Emma Jo Black is a Paris-born poet and visual artist of Irish, French and American nationalities. They bridge seas through poetry and cultural anthropology, investigating migration paths and experiences of liminality. Jo hosts events at Spoken Word Paris and was recently published in The Galway Advertiser’s Vox Galvia and Lothlorien Poetry Journal vol. 6. They have worked with indigenous leaders in Colombia, left stray feathers in Berlin and stalked the streets of Dublin as a vampire.

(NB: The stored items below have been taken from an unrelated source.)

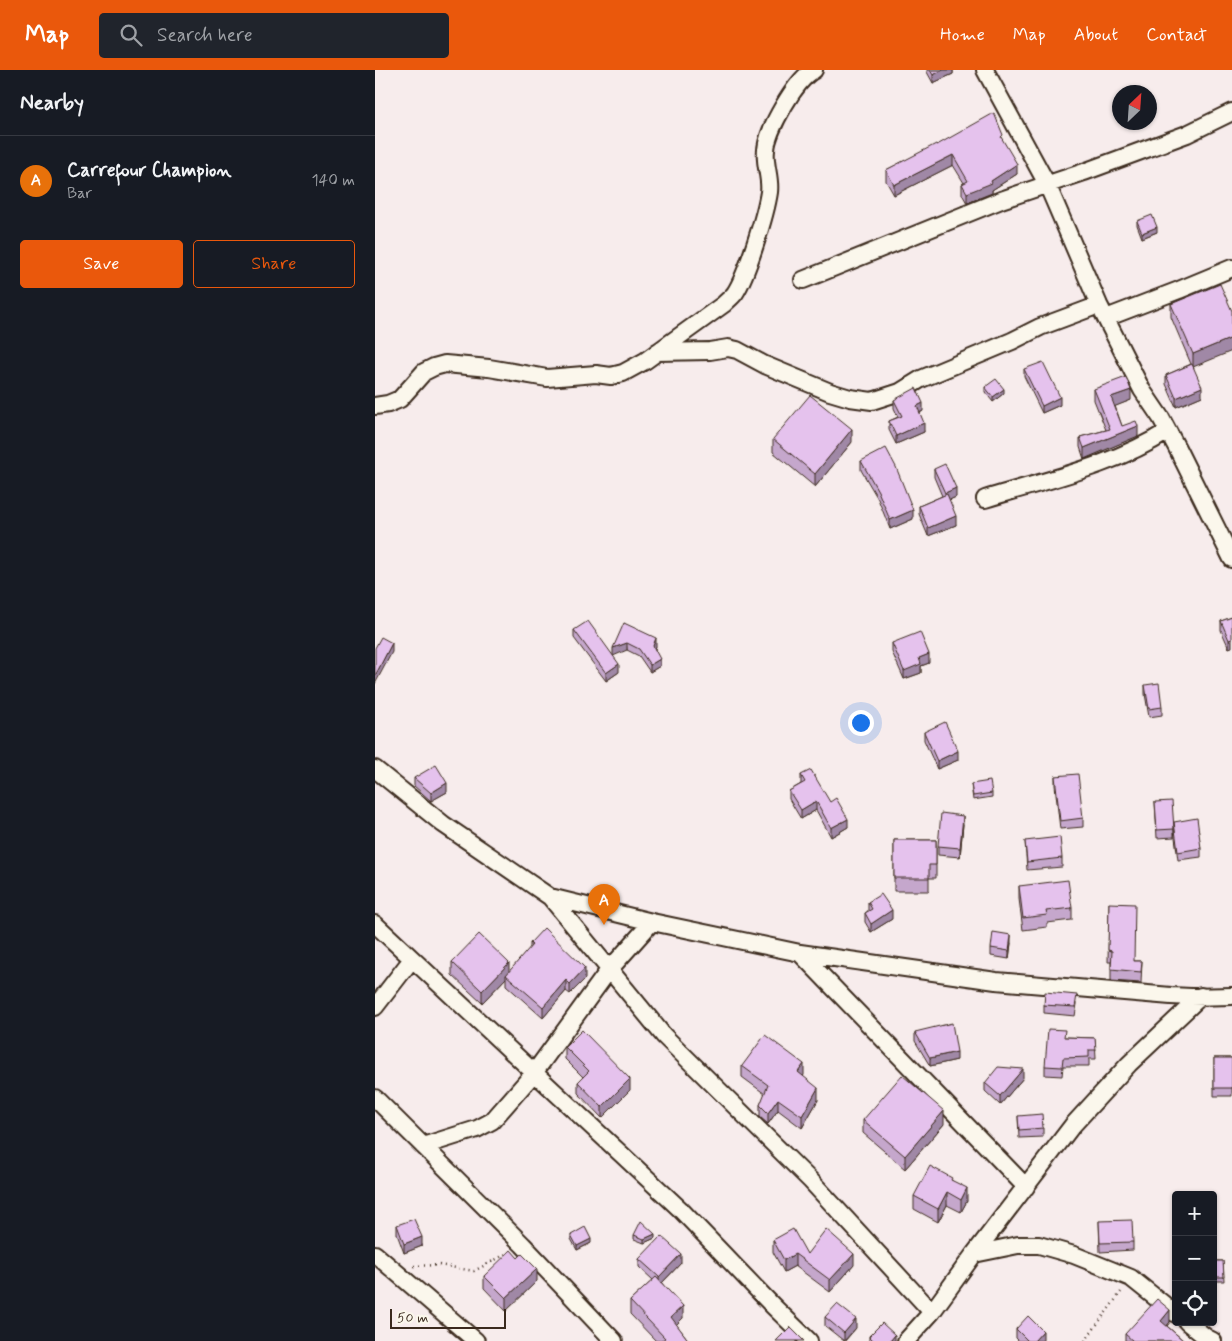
<!DOCTYPE html>
<meta charset="utf-8">
<style>
body{margin:0;font-family:Mynerve,sans-serif;background:#20242c;color:#f1f3f6}
.controls{position:absolute;right:15px;bottom:15px;display:grid;overflow:hidden;border-radius:5px;box-shadow:0 1px 4px #0004}
.controls button{width:45px;height:45px;display:grid;place-items:center;padding:0;border:0;border-bottom:1px solid #363941;background:#171b24;color:#f1f3f6;font:25px sans-serif}
.compass{position:absolute;left:737px;top:15px;width:45px;height:45px;border-radius:50%;background:#171b24;box-shadow:0 1px 4px #0004;rotate:25deg}
.scale{position:absolute;left:15px;bottom:12px;width:116px;box-sizing:border-box;padding-left:5px;border:2px solid #3b2a1e;border-top:0;font-size:14px;line-height:18px;white-space:nowrap;color:#3b2a1e;-webkit-text-stroke:4px #fbf7ec;paint-order:stroke}
.you{position:absolute;left:485px;top:652px;width:18px;height:18px;margin:-12px;border:4px solid #fff;border-radius:50%;background:#1a73e8;box-shadow:0 0 0 8px #1a73e833}
.badge{display:grid;place-items:center;width:32px;height:32px;border-radius:50%;background:#ea580c;color:#fff;font-size:16px;font-weight:700}
.pin{position:absolute;translate:-50% -41px;filter:drop-shadow(0 1px 2px #0008)}
.pin::after{content:'';position:absolute;top:26px;width:18px;height:15px;background:inherit;clip-path:polygon(0 0,100% 0,50% 100%)}
.list{margin:0;padding:0;list-style:none}
h2{display:flex;justify-content:space-between;align-items:center;height:65px;margin:0;padding:0 20px;font-size:21px}
h2 small{font-size:16px;font-weight:400;color:#9ea1a6}
.list li{display:grid;grid-template-columns:32px 1fr auto;gap:15px;align-items:center;box-sizing:border-box;height:90px;padding:0 20px;border-top:1px solid #363941}
.list b{display:block;font-size:19px;white-space:nowrap}
.list p{margin:0;font-size:16px;white-space:nowrap;color:#9ea1a6}
.list em{font-size:16px;font-style:normal;color:#9ea1a6}
.actions{display:flex;gap:10px;padding:15px 20px}
.actions a{flex:1;padding:11px 0;border:1px solid #ea580c;border-radius:5px;text-align:center;font-size:18px;color:#ea580c}
.actions .main{background:#ea580c;color:#fff}
.icon{flex:none;width:28px;height:28px;fill:none;stroke:currentColor;stroke-width:2;stroke-linecap:round;stroke-linejoin:round}
.map{position:relative;flex:none;width:857px;height:1271px;overflow:hidden}
header{display:flex;align-items:center;gap:30px;box-sizing:border-box;height:70px;padding:0 25px;background:#ea580c;color:#fff}
header strong{font-size:24px}
nav{display:flex;gap:28px;margin-inline-start:auto;font-size:18px}
.search{width:350px;height:45px;background:#20242c;display:flex;align-items:center;gap:12px;box-sizing:border-box;padding:0 18px;border-radius:5px;color:#9ea1a6;font-size:19px}
main{display:flex}
aside{flex:1;background:#171b24}
.map>svg:first-child{display:block}
</style>
<header>
<strong>Map</strong>
<div class="search"><svg class="icon" aria-label="search" viewBox="0 0 24 24"><circle cx="10" cy="10" r="6"/><path d="M15 15l6 6"/></svg>Search here</div>
<nav><a>Home</a><a>Map</a><a>About</a><a>Contact</a></nav>
</header>
<main>
<aside>
<h2>Nearby<small></small></h2>
<ul class="list">
<li><span class="badge" style="background:#e8710a">A</span><div><b>Carrefour Champion</b><p>Bar</p></div><em>140 m</em></li>
</ul>
<div class="actions"><a class="main">Save</a><a>Share</a></div>
</aside>
<div class="map">
<svg width="857" height="1271" viewBox="0 0 857 1271">
<rect width="100%" height="100%" fill="#f7ecec"/>
<filter id="ink" filterUnits="userSpaceOnUse"><feTurbulence type="fractalNoise" baseFrequency=".02" numOctaves="2"/><feDisplacementMap in="SourceGraphic" scale="10" xChannelSelector="R" yChannelSelector="G"/><feConvolveMatrix kernelMatrix="1 2 1 2 8 2 1 2 1" color-interpolation-filters="sRGB"/></filter>
<g filter="url(#ink)">
<g fill="none" stroke-linecap="round" stroke-linejoin="round">
<g stroke="#3b2a1e" stroke-width="20">
<path id="minor" d="M610,0L672,114L724,235L767,320L786,348L802,378L857,489
M428,210L626,130L709,102L812,64L857,42
M731,248L804,220L857,198
M282,282L335,281L353,278L362,280L390,295L455,322L475,328L497,331L525,322L546,309L637,271L665,257L724,235
M0,336L13,334L25,329L49,302L59,297L70,294L114,298L172,308L221,304L236,306L248,303L270,291L349,234C353,230 357,227 360,223C372,205 391,143 394,122C396,108 389,94 391,80C392,60 421,9 439,0
M610,429C671,410 739,396 793,361
M0,699L68,754L175,827L277,852L425,883L621,911L796,926L816,927L857,926
M175,827L289,966L436,1111L557,1242
M0,854L305,1139L398,1236L434,1271
M425,883L651,1117
M0,937L37,889
M0,1028L148,1175L239,1271
M48,1076L102,1059L117,1051L159,1003L234,900L277,852
M0,1184L101,1271
M599,1184L643,1175H664L699,1185L756,1208L801,1244
M812,1252L832,1268L838,1271
M531,1271L557,1242L599,1184L697,1056L754,994L826,926"/>
</g>
<path stroke="#3b2a1e" stroke-width="2.5" stroke-dasharray="1 4" stroke-linecap="butt" d="M39,1196L64,1195L99,1201L133,1183
M710,1271L746,1222"/>
<use href="#minor" stroke="#fbf7ec" stroke-width="16"/>
</g>
<path fill="#c5a7cc" stroke="#3b2a1e" d="M552,0H578V4L558,13L552,2Z
M628,71L642,104L617,120V123L592,133L587,124V114L589,113L578,95L519,125L511,111V100L562,75Z
M762,151L782,162L767,168L762,155Z
M845,214L818,297L827,326L801,337L791,314V305L816,294L796,247V234Z
M649,299L685,335L667,343L649,306Z
M610,317L629,323L618,332L610,322Z
M719,319L756,330L740,336L747,356L763,366L709,389L705,377V367L731,360L719,330Z
M519,330L548,341L545,343L549,362L521,374L514,360V351L523,347L519,338Z
M398,369L477,372L440,417L398,382Z
M486,391L538,449L515,459L503,429L486,400Z
M559,399L581,427L574,430L581,455L553,466L544,444V436L567,426L559,407Z
M857,547L854,578L846,560V551Z
M249,553L281,576L280,579L285,596L275,602L264,586L252,580Z
M199,560L244,602L231,611L199,568Z
M517,573L554,593L546,596V603L529,609L517,582Z
M770,615L787,637V645L774,647L770,624Z
M549,662L583,690L562,699L549,670Z
M426,705L455,732L473,757L456,767L441,740L426,749L414,729V721L426,714Z
M680,706L708,748V757L685,759L680,715Z
M39,708L72,722L56,731L39,716Z
M596,714L617,723V727L598,730Z
M780,732L799,759V767L782,768Z
M799,752L826,778V787L803,790L799,760Z
M588,754L585,787L563,785V776Z
M519,770H561V808H554V821H519Z
M650,771L687,788V797L652,800Z
M644,816L697,838V850L672,853V857L648,860L644,829Z
M493,832L517,849L496,862L490,852V843L493,841Z
M734,833L759,891H767L766,913L736,911V892H733Z
M155,873L210,909L195,924L191,921L168,948L131,915V908L107,933L77,905V892L134,902L155,878Z
M636,873L634,889L616,886V878Z
M702,934L700,946L669,943V935Z
M540,962L582,990L555,996L540,971Z
M690,967L720,968L721,989H714V996H688L687,1006L670,1005V996Z
M190,977L255,1020L227,1048L203,1023V1012L208,1007L190,989Z
M839,988H857V1026H839Z
M367,996L429,1005L428,1006L443,1030L427,1058L403,1040L393,1054L385,1047V1035L390,1024L367,1007Z
M648,1008L625,1035L610,1021V1013Z
M643,1046L668,1058V1067L644,1068Z
M488,1050L569,1054L530,1099L488,1063Z
M577,1110L592,1131L586,1142L572,1135L563,1152L539,1139V1126Z
M724,1151L758,1172V1180L725,1182Z
M22,1155L47,1176L29,1183L22,1164Z
M196,1165L216,1173L202,1180L196,1169Z
M259,1165L280,1168L269,1173L259,1169Z
M398,1170L432,1184L479,1195L455,1222L420,1196L409,1202L398,1182Z
M264,1189L306,1193L287,1213L308,1248L301,1254L314,1271H281L255,1244V1231L278,1210L264,1197Z
M838,1191H848L849,1211H838Z
M109,1206L162,1211L131,1241L109,1218Z
M450,1247L481,1258L470,1271H469L450,1256Z
M795,1252L792,1256L809,1271H750V1264Z
M641,1259L668,1270L667,1271H644L641,1268Z
M494,1266L520,1271H494Z"/>
<path fill="#a088a6" stroke="#3b2a1e" d="M568,0H578V4L558,13V5Z
M578,85V95L519,125V115Z
M642,94V104L617,120V123L592,133V123L616,111Z
M782,157V162L767,168V163Z
M857,268V281L818,297V284Z
M827,317V326L801,337V328Z
M629,319V323L618,332V327Z
M756,320V330L736,338V327Z
M685,327V335L667,343V336Z
M548,333V341L542,344V336Z
M549,353V362L521,374V366Z
M763,356V366L709,389V378Z
M477,359V372L440,417V404Z
M581,418V427L570,432V423Z
M538,440V449L515,459V450Z
M581,446V455L553,466V458Z
M281,568V576L278,584V576Z
M857,569V577L854,578V570Z
M17,573V582L0,614V606Z
M252,573V580L238,586V578Z
M554,584V593L546,596V603L529,609V601L544,588Z
M285,589V596L275,602V595Z
M244,594V602L231,611V603Z
M583,681V690L562,699V691Z
M72,713V722L56,731V723Z
M441,731V740L426,749V740Z
M588,746V754L585,787V778Z
M473,749V757L456,767V758Z
M517,840V849L496,862V854Z
M636,865V873L634,889V881Z
M134,893V906L131,905V908L107,933V921Z
M210,898V909L195,924V914Z
M191,910V921L168,948V937Z
M582,982V990L555,996V988Z
M429,994V1005L423,1014V1002Z
M648,999V1008L625,1035V1026Z
M255,1009V1020L227,1048V1037Z
M443,1018V1030L427,1058V1046Z
M403,1029V1040L393,1054V1043Z
M569,1041V1054L530,1099V1086Z
M592,1118V1131L586,1142V1130Z
M572,1122V1135L563,1152V1139Z
M280,1164V1168L269,1173V1169Z
M47,1167V1176L29,1183V1174Z
M216,1169V1173L202,1180V1176Z
M306,1184V1193L284,1216V1207Z
M420,1184V1196L409,1202V1190Z
M479,1184V1195L455,1222V1210Z
M162,1199V1211L131,1241V1228Z
M308,1236V1248L296,1260V1247Z
M795,1240V1252L786,1263V1251Z
M481,1249V1258L469,1271V1263Z
M668,1261V1270L667,1271H659Z
M520,1265V1271H515Z"/>
<path fill="#e5c2ed" stroke="#3b2a1e" d="M555,0H568L558,5Z
M619,43L628,65L626,67L642,94L616,111L617,113L592,123L587,114L593,111L578,85L519,115L511,100L561,74L562,75Z
M777,145L782,157L767,163L762,151Z
M845,214L857,241V268L818,284L796,234Z
M668,292L685,327L667,336L649,299Z
M817,294L827,317L801,328L791,305Z
M751,307L756,320L736,327L747,356L761,351L763,356L709,378L705,367L735,359L719,319Z
M621,309L629,319L618,327L610,317Z
M541,318L548,333L542,336L549,353L521,366L514,351L527,346L519,330Z
M435,325L477,359L440,404L398,369Z
M511,378L521,397L538,440L515,450L503,421L486,391Z
M570,394L581,418L570,423L559,399Z
M572,424L581,446L553,458L544,436Z
M857,547V569L854,570L846,551Z
M213,551L244,594L231,603L199,560Z
M249,553L281,568L278,576L285,589L275,595L264,579L252,573L238,578Z
M545,562L554,584L544,588L546,594L529,601L517,573Z
M6,567L17,573L0,606V578Z
M784,613L787,637L774,639L770,615Z
M570,652L583,681L562,691L549,662Z
M61,695L72,713L56,723L39,708Z
M436,700L455,732L461,728L473,749L456,758L441,731L426,740L414,721L430,712L426,705Z
M703,704L708,748L685,751L680,706Z
M615,711L617,723L598,726L596,714Z
M797,731L799,759L782,760L780,732Z
M566,743L588,746L585,778L563,776Z
M822,748L826,778L803,782L799,752Z
M685,767L687,788L652,792L650,771Z
M519,770H561V795H554V808H519Z
M693,810L697,838L671,841L672,845L648,848L644,816Z
M506,824L517,840L496,854L490,843L497,839L493,832Z
M734,833L760,834L759,891H767L766,902L736,899L737,881L733,880Z
M169,858L210,898L195,914L191,910L168,937L131,905L157,875L155,873Z
M618,862L636,865L634,881L616,878Z
M104,864L134,893L107,921L77,892Z
M670,922L702,925L700,937L669,935Z
M577,953L582,982L555,988L540,962Z
M673,959L690,960L689,967L720,968L721,980H714V987L688,988L687,997L670,996Z
M207,960L255,1009L227,1037L203,1012L214,1001L190,977Z
M390,965L429,994L423,1002L443,1018L427,1046L403,1029L393,1043L385,1035L393,1015L367,996Z
M839,988H857V1018H839Z
M623,997L648,999L625,1026L610,1013Z
M527,1005L569,1041L530,1086L488,1050Z
M667,1044L668,1058L644,1060L643,1046Z
M555,1096L577,1108L576,1110L592,1118L586,1130L572,1122L563,1139L539,1126Z
M39,1149L47,1167L29,1174L22,1155Z
M757,1150L758,1172L725,1173L724,1151Z
M266,1151L280,1164L269,1169L259,1165Z
M210,1157L216,1169L202,1176L196,1165Z
M418,1159L432,1184L451,1159L479,1184L455,1210L420,1184L409,1190L398,1170Z
M286,1166L306,1184L284,1207L264,1189Z
M136,1180L143,1188L147,1184L162,1199L131,1228L109,1206Z
M838,1191H848L849,1207H838Z
M281,1207L308,1236L296,1247L314,1271H286L290,1268L255,1231Z
M782,1229L795,1240L786,1251L809,1271H758L750,1264Z
M462,1234L481,1249L469,1263L450,1247Z
M653,1246L668,1261L659,1271H653L641,1259Z
M507,1253L520,1265L515,1271H499L494,1266Z
M415,1257L429,1271H401Z"/>
</g>
</svg>
<div class="controls">
<button>+</button>
<button>−</button>
<button><svg class="icon" aria-label="locate" viewBox="0 0 24 24"><circle cx="12" cy="12" r="6"/><path d="M12 2v4M12 18v4M2 12h4M18 12h4"/></svg></button>
</div>
<svg class="compass" viewBox="-18 -18 36 36"><path d="M0-13l5 13h-10z" fill="#e53935"/><path d="M0 13l5-13h-10z" fill="#9ea1a6"/></svg>
<div class="scale">50 m</div>
<div class="you"></div>
<div class="pin badge" style="left:229px;top:855px;background:#e8710a">A</div>
</div>
</main>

Their stage performances combine poetry, physical theatre and drag in order to celebrate the queer and the unknowable in each of us.

Ushanka

there is a lump in my grandfather’s brain pushing ever so gently at the front of his skull the lump is turning him into the rhinoceros he was always meant to be my rhinoceros grandpa hunts through the fridge for coffee ice cream at breakfast makes a lunch of a single cinnamon roll at dinner, burns a double-batch of chocolate-chip cookies that he devours to the very last crumb in my grandfather’s basement, there is a soviet army fur hat a Lenin poster, facing a Karl Marx poster hanging over a bookshelf with many red bindings in 1974, a US government official was sent to check his basement for the bomb shelter list his basement was not put on the bomb shelter list even then, the lump was already growing imperceptibly wider as a wall broke open imperceptibly taller as two buildings burned down the lump in my grandfather’s brain has decided it never got to know me that well my face has become blurred in its rhinoceros vision what is a chubby blonde child, after all, but a second, less threatening lump? my grandpa finds the lump’s words convincing the lump is made of the same genetic fabric as my grandpa a piece of my grandpa, pushing at himself my grandpa finding a path through his own skull my grandpa never stayed put between the walls he found around him my grandpa switches sides, makes a pact with the outside “if I dig myself out, if I push myself through, will you be waiting for me right across the line?”